The 1984 San Francisco 49ers season was their 39th season in the National Football League (NFL). The season was highlighted by their second Super Bowl victory. The franchise had their best season ever with a record of 15 wins and only 1 loss. Quarterback Joe Montana would be awarded the Super Bowl's Most Valuable Player Award for the second time in his career, joining Bart Starr and Terry Bradshaw as the only two-time Super Bowl MVPs.

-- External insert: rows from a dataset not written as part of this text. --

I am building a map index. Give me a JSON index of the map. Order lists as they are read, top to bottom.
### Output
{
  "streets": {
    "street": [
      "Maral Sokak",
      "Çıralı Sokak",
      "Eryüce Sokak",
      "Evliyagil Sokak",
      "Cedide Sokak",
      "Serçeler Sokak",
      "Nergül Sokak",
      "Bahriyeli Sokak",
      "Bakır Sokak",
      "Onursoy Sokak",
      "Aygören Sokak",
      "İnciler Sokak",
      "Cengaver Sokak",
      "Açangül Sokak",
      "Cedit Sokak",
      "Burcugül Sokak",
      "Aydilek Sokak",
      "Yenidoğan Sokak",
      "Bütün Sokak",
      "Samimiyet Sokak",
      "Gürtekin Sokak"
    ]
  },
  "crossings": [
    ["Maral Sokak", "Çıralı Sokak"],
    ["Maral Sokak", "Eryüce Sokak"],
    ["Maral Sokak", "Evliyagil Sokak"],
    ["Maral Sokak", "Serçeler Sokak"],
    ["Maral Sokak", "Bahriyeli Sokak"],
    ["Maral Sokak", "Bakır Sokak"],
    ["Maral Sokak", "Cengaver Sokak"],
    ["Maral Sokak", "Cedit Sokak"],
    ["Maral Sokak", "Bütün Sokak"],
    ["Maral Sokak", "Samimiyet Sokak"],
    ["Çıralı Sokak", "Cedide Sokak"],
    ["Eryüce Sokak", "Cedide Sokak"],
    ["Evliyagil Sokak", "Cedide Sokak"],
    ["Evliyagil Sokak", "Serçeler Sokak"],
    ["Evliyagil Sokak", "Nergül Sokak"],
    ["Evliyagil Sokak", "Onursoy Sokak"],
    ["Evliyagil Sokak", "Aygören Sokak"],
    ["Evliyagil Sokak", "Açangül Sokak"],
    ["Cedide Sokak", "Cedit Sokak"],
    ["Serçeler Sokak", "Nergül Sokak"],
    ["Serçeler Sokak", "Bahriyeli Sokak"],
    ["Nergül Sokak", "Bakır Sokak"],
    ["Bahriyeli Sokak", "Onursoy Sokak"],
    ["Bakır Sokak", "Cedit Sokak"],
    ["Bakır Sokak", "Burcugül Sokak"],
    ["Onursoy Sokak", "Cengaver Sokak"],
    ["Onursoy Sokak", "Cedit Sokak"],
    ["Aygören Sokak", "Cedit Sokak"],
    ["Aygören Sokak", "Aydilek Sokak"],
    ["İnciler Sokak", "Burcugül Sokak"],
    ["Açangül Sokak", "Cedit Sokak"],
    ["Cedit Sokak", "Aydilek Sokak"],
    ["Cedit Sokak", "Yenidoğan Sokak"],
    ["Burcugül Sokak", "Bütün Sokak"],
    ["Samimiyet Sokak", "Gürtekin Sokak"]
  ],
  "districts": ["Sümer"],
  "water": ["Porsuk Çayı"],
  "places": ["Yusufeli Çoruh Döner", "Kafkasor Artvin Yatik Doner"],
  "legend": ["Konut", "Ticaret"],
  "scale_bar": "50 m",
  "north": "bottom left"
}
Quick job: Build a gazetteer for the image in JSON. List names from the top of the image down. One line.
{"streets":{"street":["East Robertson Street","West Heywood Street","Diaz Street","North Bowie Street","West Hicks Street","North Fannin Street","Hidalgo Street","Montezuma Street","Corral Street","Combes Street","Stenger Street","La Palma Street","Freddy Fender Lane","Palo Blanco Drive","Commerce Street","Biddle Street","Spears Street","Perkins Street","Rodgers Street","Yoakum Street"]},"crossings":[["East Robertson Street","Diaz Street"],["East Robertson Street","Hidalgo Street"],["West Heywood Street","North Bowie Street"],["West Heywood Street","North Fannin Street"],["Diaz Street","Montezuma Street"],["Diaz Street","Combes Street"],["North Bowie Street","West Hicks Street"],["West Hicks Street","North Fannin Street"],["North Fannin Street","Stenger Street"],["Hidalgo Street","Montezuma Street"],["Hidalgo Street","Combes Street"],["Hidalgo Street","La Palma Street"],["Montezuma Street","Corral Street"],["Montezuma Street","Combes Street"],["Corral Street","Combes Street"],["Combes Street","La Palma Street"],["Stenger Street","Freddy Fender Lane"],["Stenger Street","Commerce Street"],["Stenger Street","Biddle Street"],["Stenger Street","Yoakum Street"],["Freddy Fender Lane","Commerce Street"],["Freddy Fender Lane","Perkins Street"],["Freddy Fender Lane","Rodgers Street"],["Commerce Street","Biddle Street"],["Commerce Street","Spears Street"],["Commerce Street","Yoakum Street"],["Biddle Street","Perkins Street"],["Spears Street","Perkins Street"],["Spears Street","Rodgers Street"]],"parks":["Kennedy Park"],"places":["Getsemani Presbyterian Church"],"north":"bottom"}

The 1984 49ers became the first team to win fifteen games in the NFL's regular season since the league went to a sixteen-game schedule in 1978. The 49ers, if not for their loss to the Steelers, would have become the 2nd team after the 1972 Miami Dolphins to complete a perfect season, and the Niners would have been the first to do so since the NFL expanded to a 16-game schedule. The 1985 Chicago Bears, the 1998 Minnesota Vikings, the 2004 Pittsburgh Steelers, the 2011 Green Bay Packers, and the 2015 Carolina Panthers would later join the 1984 49ers to finish 15–1, although the 2007 New England Patriots would exceed this feat by finishing the regular season at an unbeaten 16–0. However, the only other one of these teams that won the Super Bowl was the 1985 Bears.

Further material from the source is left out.